▸ TASK STATEMENT: Scan the records below, and wherever a line has the word "canvas", pull it out.
-------- RECORDS SUPPLIED
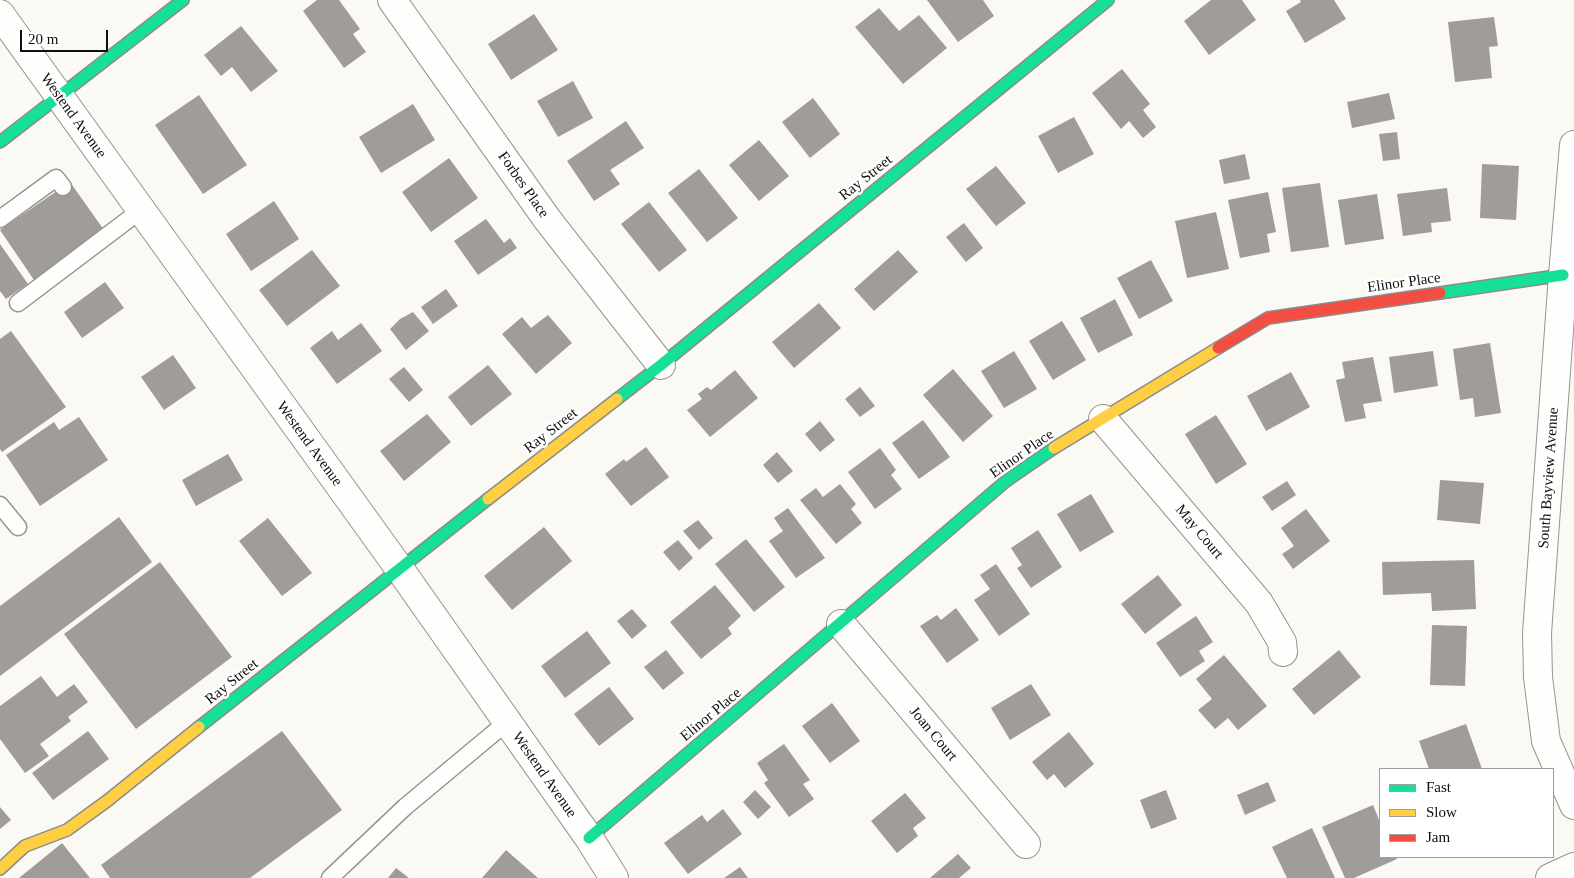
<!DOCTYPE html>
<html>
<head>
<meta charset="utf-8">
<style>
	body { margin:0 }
	#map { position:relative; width:1574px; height:878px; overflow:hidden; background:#fbf9f4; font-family:Georgia,serif }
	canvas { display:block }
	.legend { position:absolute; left:1379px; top:768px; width:175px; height:90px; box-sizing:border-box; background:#fff; border:1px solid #9f9f9f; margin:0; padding:6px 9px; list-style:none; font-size:15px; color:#0f0f0f }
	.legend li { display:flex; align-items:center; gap:10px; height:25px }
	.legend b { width:25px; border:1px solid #9f9f9f }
	.scale { position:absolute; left:20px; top:30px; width:88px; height:22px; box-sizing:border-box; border:2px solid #0f0f0f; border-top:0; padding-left:6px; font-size:15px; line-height:18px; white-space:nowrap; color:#0f0f0f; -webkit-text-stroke:4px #fff; paint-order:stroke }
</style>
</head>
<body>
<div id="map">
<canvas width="1574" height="878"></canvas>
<ul class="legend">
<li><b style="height:6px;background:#16e098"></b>Fast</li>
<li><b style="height:6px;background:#ffcf43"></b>Slow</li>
<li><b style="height:6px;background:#f24e42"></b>Jam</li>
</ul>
<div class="scale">20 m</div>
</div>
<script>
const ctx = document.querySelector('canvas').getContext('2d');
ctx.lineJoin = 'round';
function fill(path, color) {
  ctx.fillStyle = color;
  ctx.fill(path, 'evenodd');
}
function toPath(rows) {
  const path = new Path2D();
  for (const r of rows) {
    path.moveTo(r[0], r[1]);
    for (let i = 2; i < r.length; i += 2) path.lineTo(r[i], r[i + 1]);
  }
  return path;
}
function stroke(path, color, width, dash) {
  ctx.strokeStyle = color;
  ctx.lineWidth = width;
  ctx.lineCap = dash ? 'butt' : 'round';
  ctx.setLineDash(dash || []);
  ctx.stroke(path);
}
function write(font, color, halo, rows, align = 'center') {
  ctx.font = font + ' Georgia,serif';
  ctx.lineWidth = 5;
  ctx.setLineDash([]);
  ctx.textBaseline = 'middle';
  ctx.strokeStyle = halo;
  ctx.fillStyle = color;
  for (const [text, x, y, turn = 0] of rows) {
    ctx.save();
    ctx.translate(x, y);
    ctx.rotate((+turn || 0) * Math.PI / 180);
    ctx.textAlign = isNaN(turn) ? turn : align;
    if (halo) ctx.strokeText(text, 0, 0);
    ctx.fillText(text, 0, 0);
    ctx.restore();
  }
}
fill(toPath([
	[317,0,339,0,360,29,353,34,366,52,344,68,303,11],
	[927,0,983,0,994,16,958,42],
	[1211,0,1242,0,1256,20,1209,55,1184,21],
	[1300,0,1334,0,1346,19,1305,43,1286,11,1301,2],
	[879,8,899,31,919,15,947,48,903,84,855,27],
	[534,14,558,50,511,80,488,44],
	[1494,17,1498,46,1489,47,1492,78,1455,82,1448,22],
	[241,26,278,71,251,92,232,67,221,76,204,55],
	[1122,69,1150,104,1143,110,1156,127,1143,138,1129,121,1121,129,1092,93],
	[573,81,593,118,558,137,537,101],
	[1389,93,1395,119,1352,128,1347,102],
	[199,95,247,165,203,194,155,125],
	[813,98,840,134,810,158,782,122],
	[413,104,435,140,381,173,359,137],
	[1074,117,1094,154,1058,173,1038,136],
	[626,121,644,148,610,170,620,184,594,201,567,161],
	[1397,132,1400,159,1383,161,1379,134],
	[759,140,789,176,759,201,729,165],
	[1245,154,1250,179,1224,184,1219,160],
	[449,158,478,198,431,232,402,192],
	[1482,164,1519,166,1516,220,1480,218],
	[996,166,1026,203,996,226,966,189],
	[699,169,738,218,707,242,668,193],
	[70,182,104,230,34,280,0,230],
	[1320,183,1329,247,1291,252,1282,188],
	[1447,188,1451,221,1431,223,1432,232,1403,236,1397,194],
	[1268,192,1276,232,1267,234,1270,252,1240,258,1228,200],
	[1377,194,1384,239,1345,245,1338,200],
	[274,201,299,239,251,271,226,234],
	[649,202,687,250,659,272,621,224],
	[1216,212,1229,269,1187,278,1175,221],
	[486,219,504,243,510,238,517,248,478,275,454,241],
	[964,223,983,248,966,262,946,237],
	[0,244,28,284,6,299,0,291],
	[312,250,340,286,287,326,259,290],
	[898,250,918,272,874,311,854,289],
	[1151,260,1173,301,1139,319,1117,278],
	[105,282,124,308,82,338,64,312],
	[446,289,458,306,433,324,421,307],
	[1115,299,1133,335,1098,353,1080,318],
	[819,303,841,328,794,368,772,342],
	[413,312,429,331,406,350,390,329,400,319],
	[548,315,572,343,536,374,502,334,522,317,531,328],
	[1062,321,1086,360,1053,380,1029,341],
	[361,323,382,351,337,384,310,348,332,331,338,340],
	[11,331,66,407,2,452,0,449,0,339],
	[1490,343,1501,413,1475,417,1473,398,1460,400,1453,349],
	[1014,351,1037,389,1004,408,981,371],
	[1433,351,1438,386,1394,393,1389,357],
	[173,355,196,388,164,410,141,377],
	[1373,357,1382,401,1363,404,1366,418,1345,422,1336,380,1345,378,1342,362],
	[488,365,512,394,471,426,448,397],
	[404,367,423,390,409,402,389,379],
	[953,369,993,416,963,442,923,395],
	[735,370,758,398,710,437,687,410,702,399,698,394,707,387,711,390],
	[1291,372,1310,407,1266,431,1247,396],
	[860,387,875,406,860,417,845,399],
	[427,414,451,442,404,481,380,451],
	[1216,415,1247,464,1216,484,1185,434],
	[79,417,108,460,40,506,6,455,54,422,59,430],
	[923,420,950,457,919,479,892,443],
	[820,421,835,440,820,452,805,434],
	[646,447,669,477,631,506,605,474,624,459,626,462],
	[880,448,896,470,891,475,902,489,875,509,848,472],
	[777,452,793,471,778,483,763,465],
	[228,454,243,480,196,506,182,480],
	[1440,480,1484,483,1480,524,1437,520],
	[1287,481,1296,495,1272,511,1262,497],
	[840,484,856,504,851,509,862,523,836,544,800,500,816,488,823,497],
	[1091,494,1114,532,1080,552,1057,514],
	[788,508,825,558,796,578,769,541,783,531,774,518],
	[1306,509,1330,541,1293,569,1282,554,1294,546,1281,528],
	[119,517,152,562,0,676,0,606],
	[268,518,312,573,282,596,239,541],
	[698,520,713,538,699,550,683,531],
	[544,527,572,561,512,610,484,576],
	[1038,530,1062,567,1031,588,1017,568,1022,565,1011,548],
	[746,539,785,587,754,612,715,564],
	[678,540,693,558,679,571,663,552],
	[1474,560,1476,609,1432,611,1431,593,1383,595,1382,562],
	[160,562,232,657,136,729,64,634],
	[996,564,1030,614,999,636,974,600,990,589,980,575],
	[1158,575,1182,605,1145,634,1121,604],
	[715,585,741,616,728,628,732,634,701,659,670,622],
	[956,608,979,640,947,663,920,626,937,615,941,620],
	[632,609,647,626,632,639,617,621],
	[1196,616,1213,642,1199,651,1205,661,1180,677,1156,643],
	[1432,625,1467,626,1465,686,1430,685],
	[587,631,611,663,565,698,541,666],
	[666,650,684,673,663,690,644,667],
	[1339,650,1361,677,1314,715,1292,689],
	[1224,655,1267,706,1238,730,1228,718,1215,729,1198,710,1212,699,1196,679],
	[41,676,57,697,74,684,88,702,68,717,71,721,40,744,49,756,25,773,0,739,0,706],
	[1031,684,1051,715,1010,740,991,708],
	[609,687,634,719,599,746,574,714],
	[832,703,860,741,830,763,802,726],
	[1466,724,1482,769,1429,769,1419,741],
	[88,731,109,759,53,800,32,773],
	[282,731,342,810,250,878,110,878,101,865],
	[1069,732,1094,764,1065,788,1054,774,1047,780,1032,762],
	[784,744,810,780,803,784,814,799,789,817,764,783,768,780,757,763],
	[1268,782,1276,801,1245,815,1237,795],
	[755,790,771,807,758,819,743,802],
	[1166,790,1177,819,1151,829,1140,800],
	[905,793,926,818,913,828,918,836,897,853,871,821],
	[1373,805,1380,822,1380,857,1396,857,1397,859,1354,878,1345,878,1322,827],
	[0,807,11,820,0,829],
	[723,809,742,834,688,874,664,843,702,815,707,822],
	[1312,828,1335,878,1287,878,1272,847],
	[62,843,90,878,19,878],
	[506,850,538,878,482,878],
	[958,854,971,868,959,878,930,878],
	[740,867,748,878,724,878],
	[396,868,409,878,388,878]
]), '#9f9c99');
const lane = toPath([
	[0,219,56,178,63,187],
	[18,303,141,210],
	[0,505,18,527],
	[330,878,405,807,507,722]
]);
const street = toPath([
	[392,0,547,219,661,365],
	[0,14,399,568,589,838,614,878],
	[1574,145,1563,275,1537,633,1538,677,1546,741,1574,805],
	[1103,419,1259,603,1282,642,1283,652],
	[841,624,1026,844],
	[1550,878,1574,867]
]);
const fast = toPath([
	[0,142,183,0],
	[1440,293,1563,275],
	[617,399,661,365,1108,0],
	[199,727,488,499],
	[589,838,1006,481,1054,448]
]);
const slow = toPath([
	[1054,448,1218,348],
	[488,499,617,399],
	[0,869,25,846,67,830,107,801,199,727]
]);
const jam = toPath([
	[1218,348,1268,318,1440,293]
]);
stroke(lane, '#959492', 19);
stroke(street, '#959492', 30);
stroke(fast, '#8c8b89', 14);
stroke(slow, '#8c8b89', 14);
stroke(jam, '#8c8b89', 14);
stroke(lane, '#fefefd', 16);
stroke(street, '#fefefd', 28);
stroke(fast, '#16e098', 11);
stroke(slow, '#ffcf43', 11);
stroke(jam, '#f24e42', 11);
write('15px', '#0f0f0f', '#fff', [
	["Westend Avenue",73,116,54],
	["Ray Street",866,178,-39],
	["Forbes Place",523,185,55],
	["Elinor Place",1404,283,-8],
	["Ray Street",551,431,-38],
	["Westend Avenue",309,444,54],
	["Elinor Place",1022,454,-35],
	["South Bayview Avenue",1549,478,-86],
	["May Court",1199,532,50],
	["Ray Street",232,682,-39],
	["Elinor Place",711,715,-40],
	["Joan Court",933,734,50],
	["Westend Avenue",544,775,55]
]);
</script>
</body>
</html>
----------------
▸ ANSWER FOR THE TASK:
	canvas { display:block }
<canvas width="1574" height="878"></canvas>
const ctx = document.querySelector('canvas').getContext('2d');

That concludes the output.